The groupBy() function is used to group data based on one or more columns, and the agg() function is used to perform aggregations on those groups.

from pyspark.sql.functions import sum, avg

group_df = df.groupBy("category").agg(sum("quantity").alias("total_quantity"), avg("price").alias("avg_price"))

In this example, the DataFrame df is grouped by the “category” column, and the sum of “quantity” and average of “price” are calculated for each group. The results are stored in the DataFrame group_df with the aliases “total_quantity” and “avg_price”.

pivot():

The pivot() function is used to create a pivot table, where values from one column are transformed into multiple columns.

pivot_df = df.groupBy("category").pivot("year").sum("sales")

Here, the DataFrame df is first grouped by the “category” column, and then a pivot table is created with the “year” column values as separate columns. The sum of “sales” is calculated for each category and year combination, resulting in the DataFrame pivot_df.

Window Functions:

Window functions allow you to perform calculations on a specific window of rows within a DataFrame.

from pyspark.sql.window import Window
from pyspark.sql.functions import row_number

window_spec = Window.partitionBy("category").orderBy("price")
ranked_df = df.withColumn("rank", row_number().over(window_spec))

In this example, a window specification is defined based on the “category” column and ordering by the “price” column. The row_number() function assigns a rank to each row within the window, resulting in the DataFrame ranked_df with an additional “rank” column.

collect_list() and collect_set():

The collect_list() and collect_set() functions are used to aggregate values into a list or set, respectively.

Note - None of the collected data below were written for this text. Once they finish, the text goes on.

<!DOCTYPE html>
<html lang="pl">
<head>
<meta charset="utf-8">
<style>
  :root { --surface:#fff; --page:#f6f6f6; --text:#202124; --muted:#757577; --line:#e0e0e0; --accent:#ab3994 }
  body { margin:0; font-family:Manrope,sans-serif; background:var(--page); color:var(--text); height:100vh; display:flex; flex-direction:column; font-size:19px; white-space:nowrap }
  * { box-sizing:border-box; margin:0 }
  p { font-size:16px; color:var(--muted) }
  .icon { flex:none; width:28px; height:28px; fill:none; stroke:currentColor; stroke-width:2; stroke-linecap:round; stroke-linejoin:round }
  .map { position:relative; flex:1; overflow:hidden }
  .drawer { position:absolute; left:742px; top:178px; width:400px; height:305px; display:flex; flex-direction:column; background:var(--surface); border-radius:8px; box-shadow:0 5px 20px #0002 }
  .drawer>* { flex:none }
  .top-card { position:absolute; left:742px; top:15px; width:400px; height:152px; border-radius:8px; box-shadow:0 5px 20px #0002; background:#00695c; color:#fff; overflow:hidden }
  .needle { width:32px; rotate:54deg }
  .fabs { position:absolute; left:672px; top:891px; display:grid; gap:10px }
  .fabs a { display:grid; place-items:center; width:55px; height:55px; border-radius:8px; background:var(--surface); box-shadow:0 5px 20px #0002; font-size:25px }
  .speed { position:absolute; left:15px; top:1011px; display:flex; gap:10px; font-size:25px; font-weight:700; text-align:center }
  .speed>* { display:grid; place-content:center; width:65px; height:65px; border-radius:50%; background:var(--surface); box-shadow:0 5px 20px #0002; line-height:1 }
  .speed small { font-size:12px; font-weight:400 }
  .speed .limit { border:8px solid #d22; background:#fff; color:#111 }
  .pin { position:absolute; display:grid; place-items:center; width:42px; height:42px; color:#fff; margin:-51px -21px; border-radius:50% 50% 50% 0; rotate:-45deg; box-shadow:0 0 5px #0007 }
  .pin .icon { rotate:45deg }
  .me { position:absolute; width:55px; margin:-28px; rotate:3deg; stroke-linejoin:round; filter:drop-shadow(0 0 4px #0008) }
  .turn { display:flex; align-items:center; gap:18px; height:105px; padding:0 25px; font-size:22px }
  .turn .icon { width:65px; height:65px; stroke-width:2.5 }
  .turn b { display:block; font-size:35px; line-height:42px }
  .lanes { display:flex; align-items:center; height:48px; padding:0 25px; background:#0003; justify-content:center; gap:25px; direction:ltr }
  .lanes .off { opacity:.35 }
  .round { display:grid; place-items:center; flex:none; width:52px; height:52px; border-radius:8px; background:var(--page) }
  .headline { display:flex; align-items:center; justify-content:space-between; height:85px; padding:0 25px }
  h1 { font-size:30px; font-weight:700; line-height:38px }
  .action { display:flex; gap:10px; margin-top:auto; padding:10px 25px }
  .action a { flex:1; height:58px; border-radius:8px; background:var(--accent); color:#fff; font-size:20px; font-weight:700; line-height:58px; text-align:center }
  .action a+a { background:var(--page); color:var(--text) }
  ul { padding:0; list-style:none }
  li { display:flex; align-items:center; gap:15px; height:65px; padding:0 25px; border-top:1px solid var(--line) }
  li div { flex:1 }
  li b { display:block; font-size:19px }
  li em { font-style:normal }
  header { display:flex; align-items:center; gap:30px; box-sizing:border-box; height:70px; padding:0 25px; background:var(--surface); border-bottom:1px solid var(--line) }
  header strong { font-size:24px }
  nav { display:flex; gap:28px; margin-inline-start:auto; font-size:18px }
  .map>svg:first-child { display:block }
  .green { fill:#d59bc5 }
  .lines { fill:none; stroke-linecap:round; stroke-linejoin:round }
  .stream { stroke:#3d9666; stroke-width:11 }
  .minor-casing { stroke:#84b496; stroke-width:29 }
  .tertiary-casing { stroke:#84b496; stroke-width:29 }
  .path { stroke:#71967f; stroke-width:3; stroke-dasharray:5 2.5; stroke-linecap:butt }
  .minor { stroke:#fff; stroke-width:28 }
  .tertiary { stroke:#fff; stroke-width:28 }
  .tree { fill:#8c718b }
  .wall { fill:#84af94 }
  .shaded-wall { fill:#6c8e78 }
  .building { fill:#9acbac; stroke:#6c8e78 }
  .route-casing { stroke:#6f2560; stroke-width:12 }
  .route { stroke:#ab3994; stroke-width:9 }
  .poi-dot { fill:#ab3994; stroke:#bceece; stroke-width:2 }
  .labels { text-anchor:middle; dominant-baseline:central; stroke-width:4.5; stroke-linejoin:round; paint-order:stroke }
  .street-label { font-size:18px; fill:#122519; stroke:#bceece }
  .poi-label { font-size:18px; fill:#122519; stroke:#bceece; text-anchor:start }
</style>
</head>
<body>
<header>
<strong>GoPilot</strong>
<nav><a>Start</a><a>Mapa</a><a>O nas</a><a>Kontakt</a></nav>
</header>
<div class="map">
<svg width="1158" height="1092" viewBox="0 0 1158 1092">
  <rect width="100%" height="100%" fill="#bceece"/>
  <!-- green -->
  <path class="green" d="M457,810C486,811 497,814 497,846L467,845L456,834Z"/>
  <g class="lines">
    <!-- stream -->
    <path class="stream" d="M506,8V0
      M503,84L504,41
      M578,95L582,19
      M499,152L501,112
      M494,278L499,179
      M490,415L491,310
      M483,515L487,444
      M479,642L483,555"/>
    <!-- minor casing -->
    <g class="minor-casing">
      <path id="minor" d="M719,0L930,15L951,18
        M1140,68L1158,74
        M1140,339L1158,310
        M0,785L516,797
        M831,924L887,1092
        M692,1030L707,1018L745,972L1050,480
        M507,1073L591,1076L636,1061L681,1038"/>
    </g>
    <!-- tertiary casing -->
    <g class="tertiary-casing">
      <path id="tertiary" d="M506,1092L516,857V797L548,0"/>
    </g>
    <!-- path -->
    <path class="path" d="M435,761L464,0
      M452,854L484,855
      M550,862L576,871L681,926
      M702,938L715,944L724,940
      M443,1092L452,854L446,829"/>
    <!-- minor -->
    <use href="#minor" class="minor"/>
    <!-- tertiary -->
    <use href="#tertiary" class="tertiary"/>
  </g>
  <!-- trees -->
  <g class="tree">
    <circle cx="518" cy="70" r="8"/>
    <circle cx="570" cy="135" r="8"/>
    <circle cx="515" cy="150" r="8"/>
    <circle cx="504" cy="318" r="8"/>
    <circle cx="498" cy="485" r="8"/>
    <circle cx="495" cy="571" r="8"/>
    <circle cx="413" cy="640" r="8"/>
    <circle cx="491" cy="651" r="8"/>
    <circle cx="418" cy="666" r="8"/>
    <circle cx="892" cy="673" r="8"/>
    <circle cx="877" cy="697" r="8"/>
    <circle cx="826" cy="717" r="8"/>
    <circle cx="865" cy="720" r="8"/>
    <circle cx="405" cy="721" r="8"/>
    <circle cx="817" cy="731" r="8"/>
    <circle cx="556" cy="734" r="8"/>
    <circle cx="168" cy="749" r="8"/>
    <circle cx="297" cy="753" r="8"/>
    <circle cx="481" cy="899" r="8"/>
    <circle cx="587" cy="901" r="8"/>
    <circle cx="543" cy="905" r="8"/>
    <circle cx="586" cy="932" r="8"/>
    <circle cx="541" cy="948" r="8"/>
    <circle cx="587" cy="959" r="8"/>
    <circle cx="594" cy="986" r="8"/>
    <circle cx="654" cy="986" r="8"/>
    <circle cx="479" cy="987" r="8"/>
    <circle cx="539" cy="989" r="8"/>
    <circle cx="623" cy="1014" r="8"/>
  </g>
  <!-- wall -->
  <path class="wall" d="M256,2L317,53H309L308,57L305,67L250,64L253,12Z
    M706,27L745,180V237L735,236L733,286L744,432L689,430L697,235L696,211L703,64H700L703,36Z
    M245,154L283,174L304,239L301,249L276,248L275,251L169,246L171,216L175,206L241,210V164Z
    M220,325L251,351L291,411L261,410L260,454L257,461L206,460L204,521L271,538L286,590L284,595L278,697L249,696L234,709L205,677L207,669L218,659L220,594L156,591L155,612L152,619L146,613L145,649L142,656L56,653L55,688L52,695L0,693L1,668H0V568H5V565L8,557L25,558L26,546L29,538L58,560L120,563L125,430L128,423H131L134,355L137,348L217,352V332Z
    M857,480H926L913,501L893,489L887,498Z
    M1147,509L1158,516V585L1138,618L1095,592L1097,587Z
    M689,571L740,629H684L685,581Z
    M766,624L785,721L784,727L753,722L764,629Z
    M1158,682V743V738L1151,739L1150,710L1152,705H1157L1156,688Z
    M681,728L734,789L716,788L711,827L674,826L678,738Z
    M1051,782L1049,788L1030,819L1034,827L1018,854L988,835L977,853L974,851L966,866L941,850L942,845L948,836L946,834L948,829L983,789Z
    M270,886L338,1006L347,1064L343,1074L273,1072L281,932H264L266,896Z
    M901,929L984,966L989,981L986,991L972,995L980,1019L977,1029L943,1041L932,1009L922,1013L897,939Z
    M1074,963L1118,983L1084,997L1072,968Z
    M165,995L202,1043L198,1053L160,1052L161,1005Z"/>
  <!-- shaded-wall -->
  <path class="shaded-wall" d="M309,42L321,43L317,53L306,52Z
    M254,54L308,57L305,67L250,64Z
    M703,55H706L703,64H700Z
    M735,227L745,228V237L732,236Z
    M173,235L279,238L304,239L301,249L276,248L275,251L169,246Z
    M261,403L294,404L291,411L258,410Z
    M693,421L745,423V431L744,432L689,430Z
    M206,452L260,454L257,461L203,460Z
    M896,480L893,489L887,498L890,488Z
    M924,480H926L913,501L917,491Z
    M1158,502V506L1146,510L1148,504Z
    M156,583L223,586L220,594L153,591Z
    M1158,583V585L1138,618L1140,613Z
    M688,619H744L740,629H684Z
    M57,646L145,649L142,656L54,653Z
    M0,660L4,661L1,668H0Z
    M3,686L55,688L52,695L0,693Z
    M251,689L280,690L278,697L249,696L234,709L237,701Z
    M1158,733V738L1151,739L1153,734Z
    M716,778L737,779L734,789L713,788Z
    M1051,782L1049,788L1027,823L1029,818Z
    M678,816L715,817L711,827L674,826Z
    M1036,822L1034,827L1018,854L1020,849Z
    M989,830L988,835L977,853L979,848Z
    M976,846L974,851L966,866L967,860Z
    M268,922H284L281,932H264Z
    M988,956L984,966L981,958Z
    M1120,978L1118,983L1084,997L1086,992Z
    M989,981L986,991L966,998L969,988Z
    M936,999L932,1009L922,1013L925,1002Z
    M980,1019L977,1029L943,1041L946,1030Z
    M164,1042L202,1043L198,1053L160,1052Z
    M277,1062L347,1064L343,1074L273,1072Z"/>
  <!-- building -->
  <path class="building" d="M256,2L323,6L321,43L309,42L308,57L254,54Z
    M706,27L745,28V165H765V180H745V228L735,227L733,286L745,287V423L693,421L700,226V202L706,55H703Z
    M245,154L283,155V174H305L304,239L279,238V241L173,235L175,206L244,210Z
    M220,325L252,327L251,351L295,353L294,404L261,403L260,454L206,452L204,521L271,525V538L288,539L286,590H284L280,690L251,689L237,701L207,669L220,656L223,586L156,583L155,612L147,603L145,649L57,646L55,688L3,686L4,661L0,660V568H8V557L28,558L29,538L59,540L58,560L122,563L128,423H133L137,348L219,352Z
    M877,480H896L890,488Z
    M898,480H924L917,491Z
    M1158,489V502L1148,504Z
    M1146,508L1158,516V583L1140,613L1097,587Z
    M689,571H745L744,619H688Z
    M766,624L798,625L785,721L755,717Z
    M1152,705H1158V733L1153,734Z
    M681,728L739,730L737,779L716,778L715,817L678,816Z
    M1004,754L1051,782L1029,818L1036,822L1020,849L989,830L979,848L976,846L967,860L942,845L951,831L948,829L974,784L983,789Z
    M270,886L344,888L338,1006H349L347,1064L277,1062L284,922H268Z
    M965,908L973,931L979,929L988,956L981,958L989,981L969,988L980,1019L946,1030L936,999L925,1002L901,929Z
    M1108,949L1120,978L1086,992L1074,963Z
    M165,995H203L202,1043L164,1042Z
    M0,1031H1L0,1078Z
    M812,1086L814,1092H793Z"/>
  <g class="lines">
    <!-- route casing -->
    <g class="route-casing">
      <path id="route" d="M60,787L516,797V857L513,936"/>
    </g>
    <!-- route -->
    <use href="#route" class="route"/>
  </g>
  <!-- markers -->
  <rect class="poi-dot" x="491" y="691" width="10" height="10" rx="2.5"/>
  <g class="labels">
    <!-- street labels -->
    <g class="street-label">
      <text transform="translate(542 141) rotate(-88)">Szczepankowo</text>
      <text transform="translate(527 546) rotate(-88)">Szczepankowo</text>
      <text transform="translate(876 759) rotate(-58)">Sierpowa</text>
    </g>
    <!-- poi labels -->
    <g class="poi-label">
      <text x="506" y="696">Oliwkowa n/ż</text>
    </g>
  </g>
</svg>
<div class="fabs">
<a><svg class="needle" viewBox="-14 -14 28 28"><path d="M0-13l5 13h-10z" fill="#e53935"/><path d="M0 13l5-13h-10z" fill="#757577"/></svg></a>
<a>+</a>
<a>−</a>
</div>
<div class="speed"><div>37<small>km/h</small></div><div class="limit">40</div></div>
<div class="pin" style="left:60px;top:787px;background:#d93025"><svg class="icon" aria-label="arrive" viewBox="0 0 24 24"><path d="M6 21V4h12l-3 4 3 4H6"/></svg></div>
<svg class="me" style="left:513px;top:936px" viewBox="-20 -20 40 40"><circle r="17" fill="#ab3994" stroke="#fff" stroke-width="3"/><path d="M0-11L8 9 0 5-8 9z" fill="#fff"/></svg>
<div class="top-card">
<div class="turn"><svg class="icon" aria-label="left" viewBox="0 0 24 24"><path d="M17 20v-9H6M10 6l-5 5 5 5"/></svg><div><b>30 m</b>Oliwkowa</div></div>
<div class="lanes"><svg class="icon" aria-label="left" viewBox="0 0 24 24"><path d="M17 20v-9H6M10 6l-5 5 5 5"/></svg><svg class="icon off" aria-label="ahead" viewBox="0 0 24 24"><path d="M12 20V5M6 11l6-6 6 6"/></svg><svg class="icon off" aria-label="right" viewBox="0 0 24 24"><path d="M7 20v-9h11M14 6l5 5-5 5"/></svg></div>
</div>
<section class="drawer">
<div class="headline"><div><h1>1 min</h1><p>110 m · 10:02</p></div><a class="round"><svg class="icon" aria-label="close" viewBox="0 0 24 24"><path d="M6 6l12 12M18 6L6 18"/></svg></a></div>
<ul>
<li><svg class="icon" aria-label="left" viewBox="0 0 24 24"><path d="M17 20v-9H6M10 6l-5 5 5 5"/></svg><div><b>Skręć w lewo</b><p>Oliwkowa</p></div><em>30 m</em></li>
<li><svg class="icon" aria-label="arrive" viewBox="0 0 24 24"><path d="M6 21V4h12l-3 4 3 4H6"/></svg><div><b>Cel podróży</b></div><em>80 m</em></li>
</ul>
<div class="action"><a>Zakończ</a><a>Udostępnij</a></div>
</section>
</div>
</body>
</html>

from pyspark.sql.functions import collect_list, collect_set

list_df = df.groupBy("category").agg(collect_list("product").alias("products_list"))
set_df = df.groupBy("category").agg(collect_set("product").alias("products_set"))

In these examples, the DataFrame df is grouped by the “category” column, and the distinct “product” values for each category are collected into a list and set, respectively. The results are stored in the DataFrames list_df and set_df.

These are some advanced aggregate functions in PySpark that provide powerful capabilities for data summarization and analysis. They allow you to perform complex aggregations, create pivot tables, calculate rankings within windows, and aggregate values into lists or sets.